#### DATASET ENTRIES ####
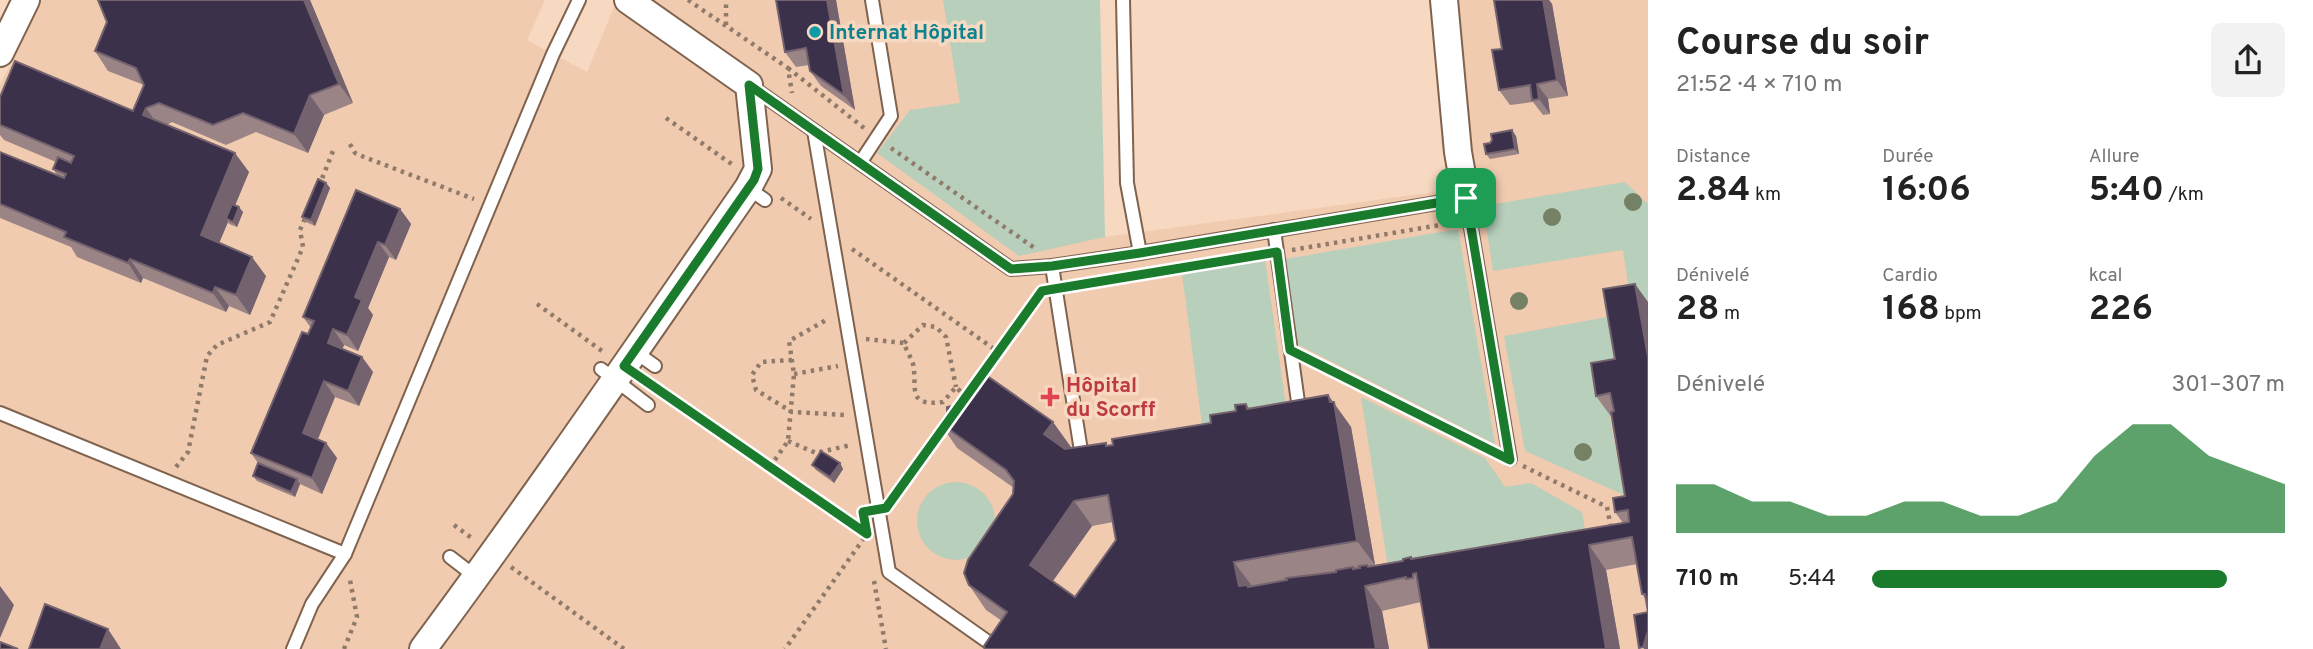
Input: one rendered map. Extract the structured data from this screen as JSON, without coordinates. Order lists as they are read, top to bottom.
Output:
{
  "places": {
    "other": ["Internat Hôpital"],
    "health": ["Hôpital du Scorff"]
  },
  "page": {
    "heading": ["Course du soir", "21:52 · 4 × 710 m"],
    "stats": [
      ["Distance", "2.84 km"],
      ["Durée", "16:06"],
      ["Allure", "5:40 /km"],
      ["Dénivelé", "28 m"],
      ["Cardio", "168 bpm"],
      ["kcal", "226"]
    ],
    "chart": ["Dénivelé", "301–307 m"],
    "list": [
      {
        "name": "710 m",
        "note": "5:44"
      }
    ]
  }
}
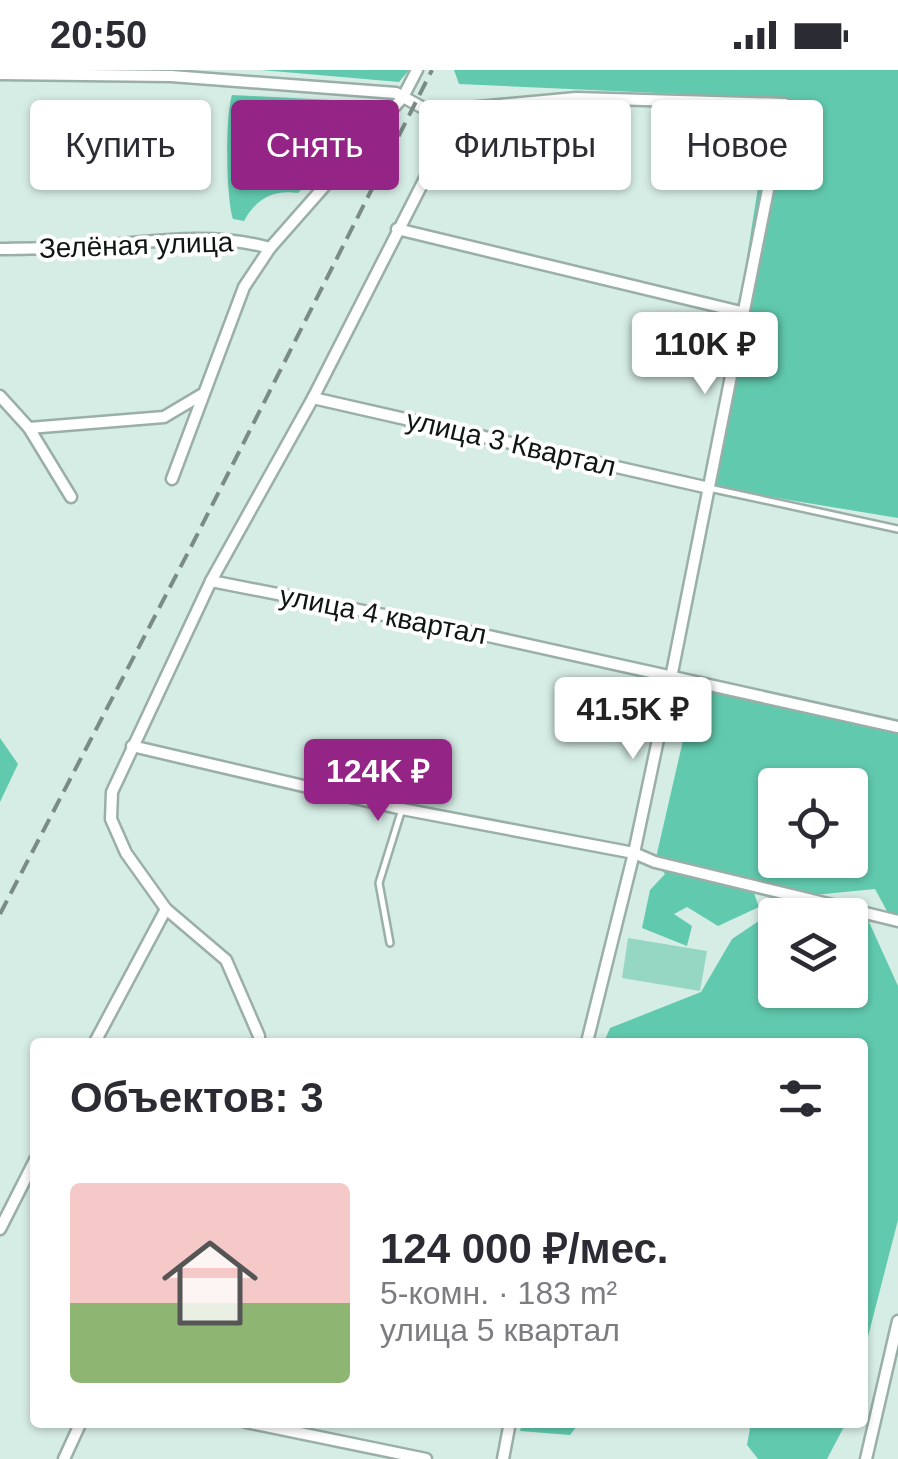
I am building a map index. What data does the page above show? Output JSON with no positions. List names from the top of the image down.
####
Every line in the data that holds the string "from" should be copied.

RESULT OF THIS EXERCISE:
Input: one rendered map. Extract the structured data from this screen as JSON, without coordinates. Order lists as they are read, top to bottom.
I am building a map index. What data does the page above show? Output JSON with no positions. List names from the top of the image down.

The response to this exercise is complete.